Hint (Re-framing question for clarification): What you need to prove is that, given any two subgroups $$H_1 \leq G\;\;\text{and}\;\;H_2\leq G\;\;\text{with}\;\;H_1\neq H2\;\;\text{ and with}\;\;\gcd(|H_1|,|H_2|)=1$$ $\quad \implies $ that one $H_i$ must be the trivial group, and the other "subgroup" $H_j = G$, since there can then be only two numbers dividing the order of $G$: one of order $1$, the other of order $|G|$, and hence, $G$ must be cyclic.
You can do this all with the Theorem of Lagrange, but you really only need to note that the order of any subgroup of $G$ must be coprime to $1$, the order of $\{e\}$, i.e. since we have $\{e\} \leq G$, it must follow for any subgroup $H$ of $G$, $\gcd(|\{e\}|, |H|) = 1$.
Note: the italicized qualification in the first sentence is crucial if the statement is to be true; please see @DonAntonio's comment below the question.
Let me also offer some clarification with respect to your thoughts:
"I know from Lagrange that the order divides $|H_1|$ and $|H_2|$ but if so then the order of $G$ divides two numbers then it's not a prime number."

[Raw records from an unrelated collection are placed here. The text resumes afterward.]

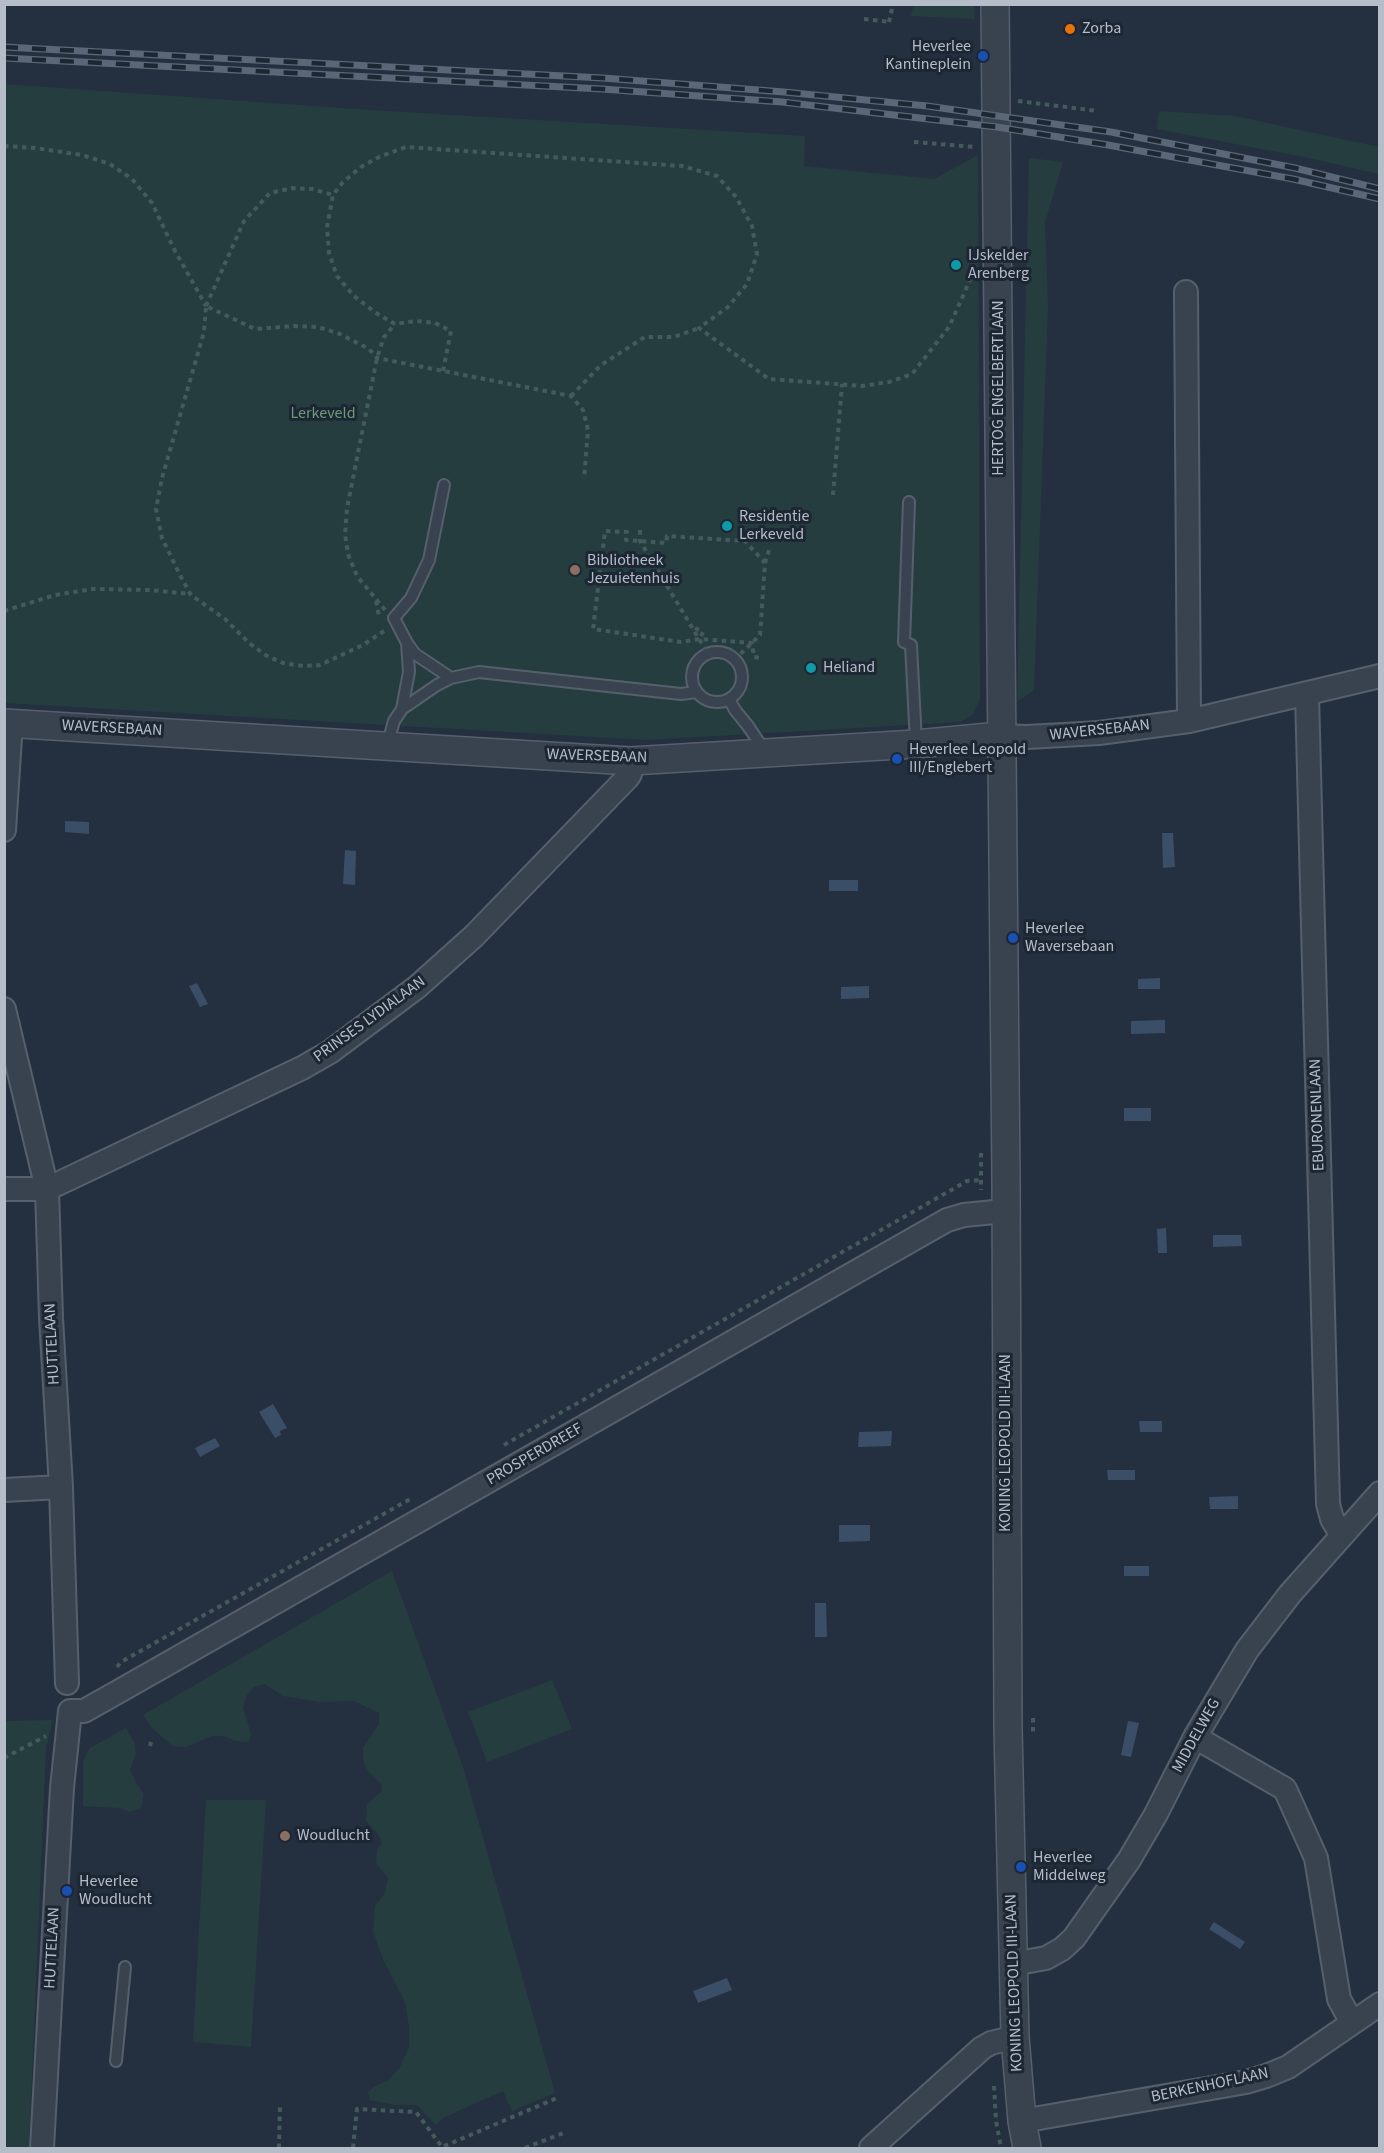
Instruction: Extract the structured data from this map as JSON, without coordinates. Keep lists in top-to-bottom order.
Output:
{
  "streets": {
    "street": [
      "HERTOG ENGELBERTLAAN",
      "WAVERSEBAAN",
      "PRINSES LYDIALAAN",
      "EBURONENLAAN",
      "HUTTELAAN",
      "KONING LEOPOLD III-LAAN",
      "PROSPERDREEF",
      "MIDDELWEG",
      "BERKENHOFLAAN"
    ]
  },
  "crossings": [
    ["HERTOG ENGELBERTLAAN", "WAVERSEBAAN"],
    ["HERTOG ENGELBERTLAAN", "KONING LEOPOLD III-LAAN"],
    ["WAVERSEBAAN", "PRINSES LYDIALAAN"],
    ["WAVERSEBAAN", "EBURONENLAAN"],
    ["WAVERSEBAAN", "KONING LEOPOLD III-LAAN"],
    ["PRINSES LYDIALAAN", "HUTTELAAN"],
    ["EBURONENLAAN", "MIDDELWEG"],
    ["HUTTELAAN", "PROSPERDREEF"],
    ["KONING LEOPOLD III-LAAN", "PROSPERDREEF"],
    ["KONING LEOPOLD III-LAAN", "MIDDELWEG"],
    ["KONING LEOPOLD III-LAAN", "BERKENHOFLAAN"]
  ],
  "parks": ["Lerkeveld"],
  "places": [
    "Zorba",
    "Heverlee Kantineplein",
    "IJskelder Arenberg",
    "Residentie Lerkeveld",
    "Bibliotheek Jezuietenhuis",
    "Heliand",
    "Heverlee Leopold III/Englebert",
    "Heverlee Waversebaan",
    "Woudlucht",
    "Heverlee Middelweg",
    "Heverlee Woudlucht"
  ]
}
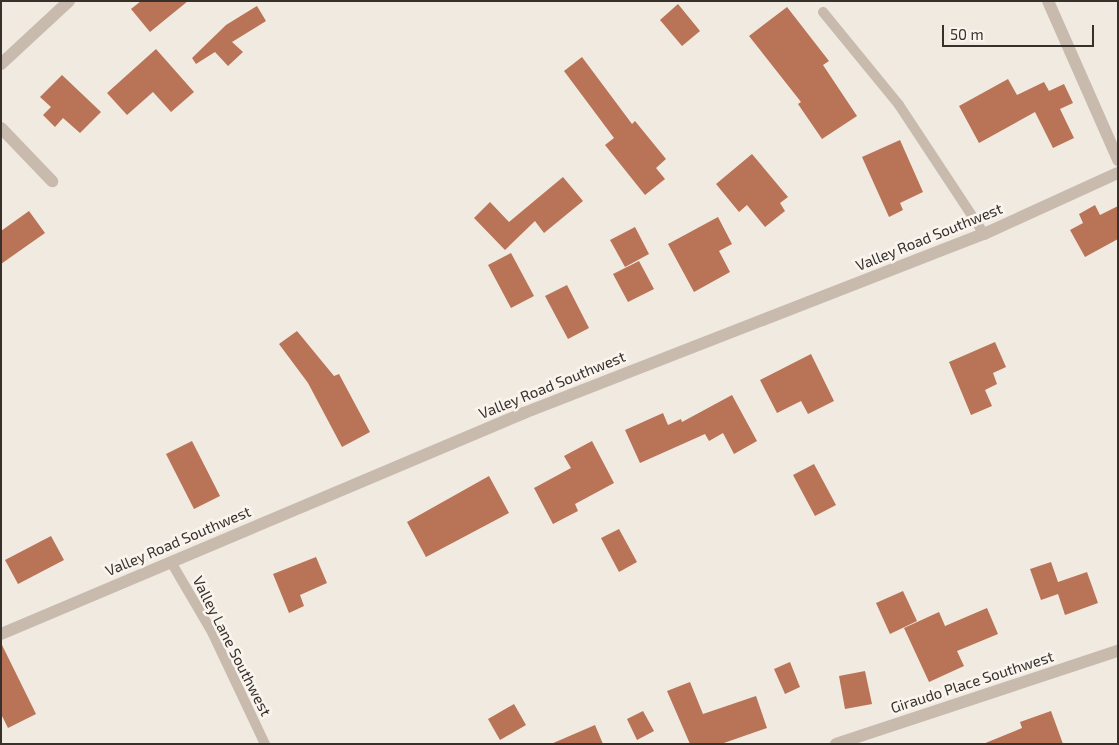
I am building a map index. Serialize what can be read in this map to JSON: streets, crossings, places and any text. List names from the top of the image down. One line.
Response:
{"streets":{"street":["Valley Road Southwest","Giraudo Place Southwest"],"lane":["Valley Lane Southwest"]},"crossings":[["Valley Road Southwest","Valley Lane Southwest"]],"scale_bar":"50 m"}
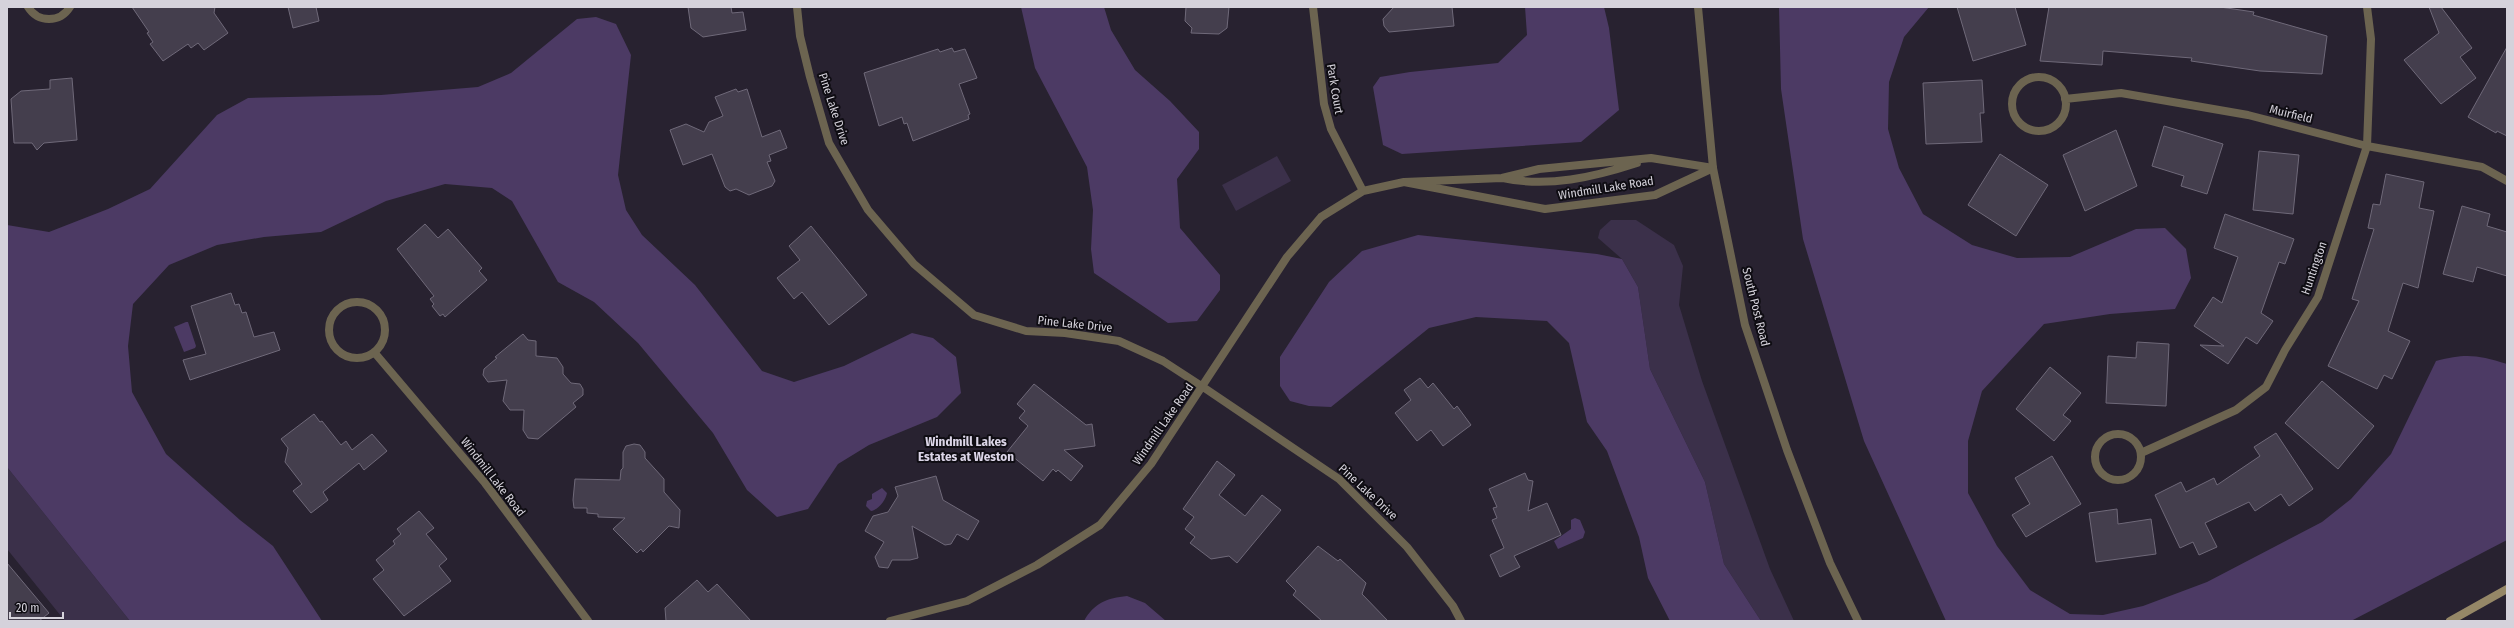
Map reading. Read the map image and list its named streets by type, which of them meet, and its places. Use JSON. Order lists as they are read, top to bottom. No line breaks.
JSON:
{"streets":{"street":["Park Court","Pine Lake Drive","Muirfield","Windmill Lake Road","Huntington","South Post Road"]},"crossings":[["Park Court","Windmill Lake Road"],["Pine Lake Drive","Windmill Lake Road"],["Muirfield","Huntington"],["Windmill Lake Road","South Post Road"]],"districts":["Windmill Lakes Estates at Weston"],"scale_bar":"20 m"}
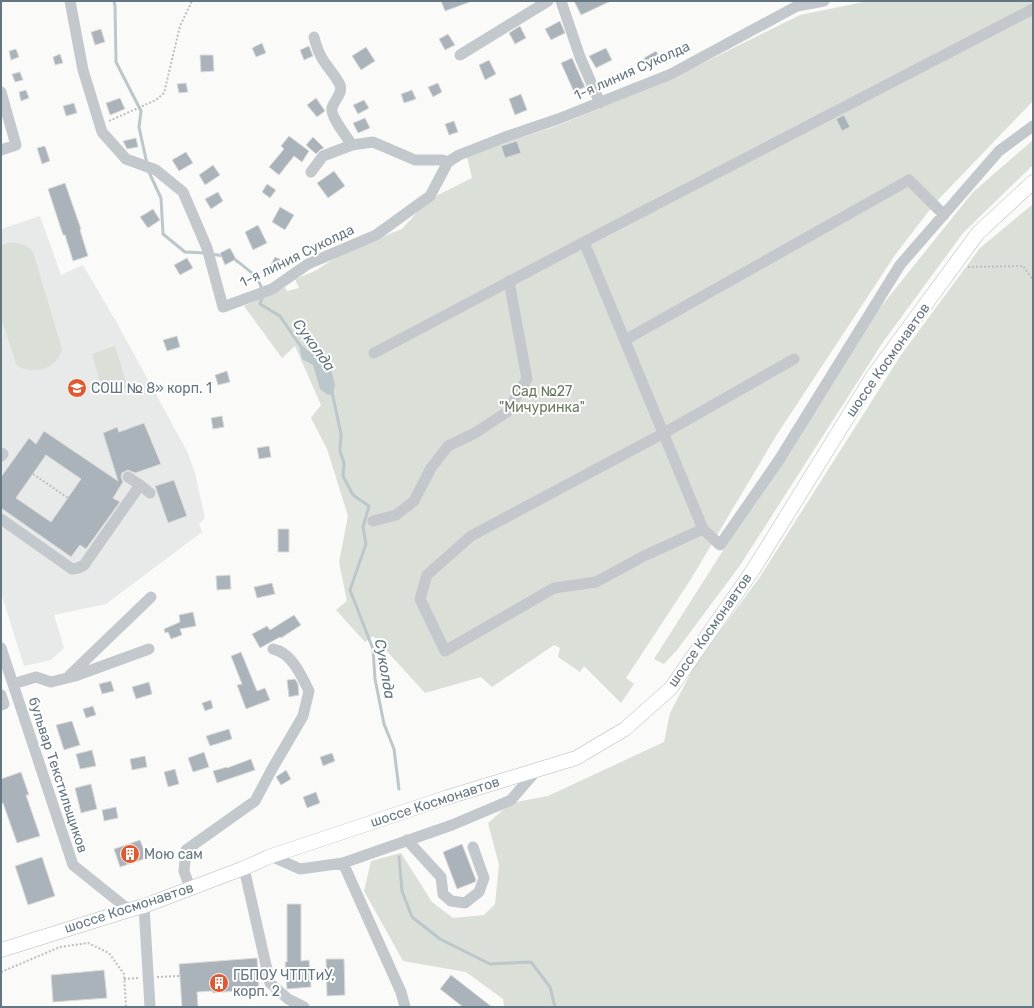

From the Theorem of Lagrange, if $G$ is a finite group, then the order of its subgroups divides the order of $G$: so if $H_1 \leq G$ and $H_2 \leq G$, then the order of $H_1$ divides the order of $G$, and the order of $H_2$ divides the order of $G$. $|G|$ does NOT divide the order of any of its subgroups other that of itself. $1$ divides the order of any group, including a group of prime order $p$. And prime $p$ divides the order of a group of order prime $p$. And a prime number, by definition, is not divisible by any numbers other than $1$ and $p$.